En réalité, je me suis rendu en Islande pour Pi, il y a plusieurs années, et j’ai adoré ce pays. J’ai sympathisé avec quelques Islandais et, du coup, j’y suis retourné au fil des années. Il y a quatre ou cinq ans, alors que je réfléchissais au projet de Noé, et que je traversais le pays en voiture, je me suis dit – ‘Bon Dieu, mais bien sûr !’ Il y a là-bas quelque chose de primitif parce que c’est un pays neuf. La terre semble se soulever là-bas : le pays est situé sur une plaque tectonique qui scinde l’Atlantique en deux. On voit de la lave qui surgit du sol, et c’est ce qui constitue l’Islande. Du coup, c’est un pays très neuf, comparé, par exemple, à Brooklyn (rires) ou à n’importe quelle région du monde. Et comme c’est un pays neuf, on y éprouve un sentiment d’éternité. Je me suis alors dit que ce serait une formidable idée de tourner cette histoire ancestrale dans l’un des pays les plus neufs du monde, car c’est à cela que le monde devait ressembler à cette époque. Et on a commencé à imaginer une esthétique à partir des paysages islandais.

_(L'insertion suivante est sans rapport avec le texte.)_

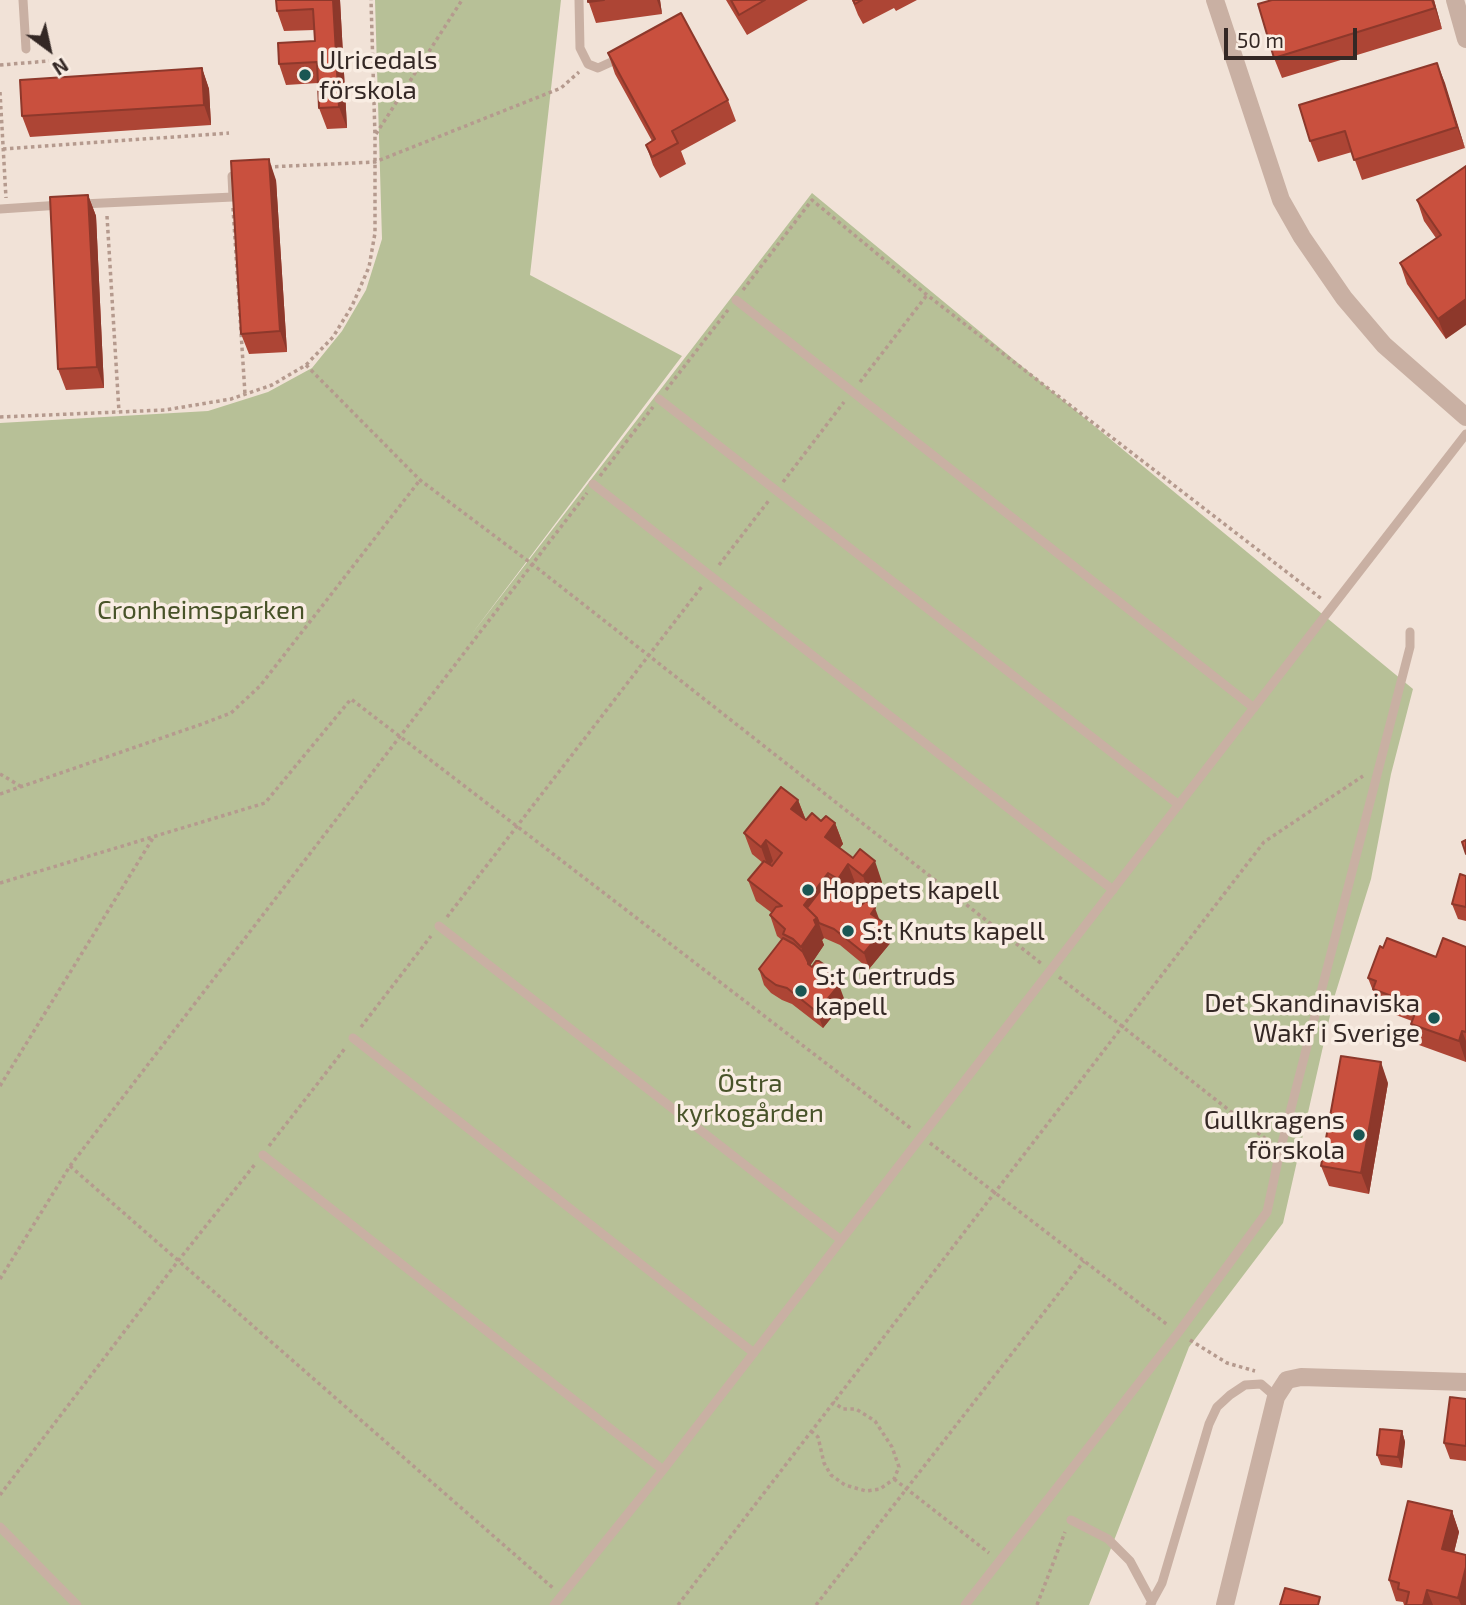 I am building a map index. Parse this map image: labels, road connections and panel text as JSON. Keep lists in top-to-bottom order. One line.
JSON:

Et l’Arche ? : L’Arche est un mélange de plusieurs choses. Un autre paysage nous a influencés
il s’agit de la forêt, située dans le nord de Long Island, où nous avons fini par construire l’Arche. Il nous fallait un vaste champ, et nous l’avons déniché près de New York. C’est comme ça que nous avons choisi la variété d’arbres qu’on voit dans le film. Je dirais donc que le style visuel mêle les paysages de Long Island et de l’Islande.
Vous avez fait construire l’extérieur et l’intérieur de l’Arche. Comment avez-vous trouvé le bon équilibre entre les décors en dur et ceux générés en infographie ?
Je crois vraiment que les comédiens apprécient les décors en dur. On a beau avoir une imagination fertile – tourner devant un fond vert ne remplace pas le fait de se retrouver à devoir marcher sur des rondins à 10 ou 12 mètres au-dessus du sol. On peut stimuler leur imagination, mais il faut donner le maximum d’éléments aux acteurs pour qu’ils aient le sentiment que l’environnement dans lequel ils tournent est crédible.
Est-ce que c’est difficile ?
Bien sûr, puisqu’il faut choisir le style visuel avant même de tourner. Il faut aussi décider de la palette chromatique, des matières et des rapports d’échelle, mais je pense qu’il y a plus d’avantages que d’inconvénients. Au bout du compte, c’est un équilibre à trouver, entre les dépenses liées à la construction d’un décor réel et les conséquences d’un recours massif au numérique. Et, bien entendu, il n’y a rien de tel qu’un objet éclairé par une véritable source de lumière, aussi perfectionnée que soit l’infographie – grâce à laquelle, d’ailleurs, nous avons conçu tous les animaux. Mais le résultat qu’on obtient lorsqu’on tourne véritablement une scène est unique.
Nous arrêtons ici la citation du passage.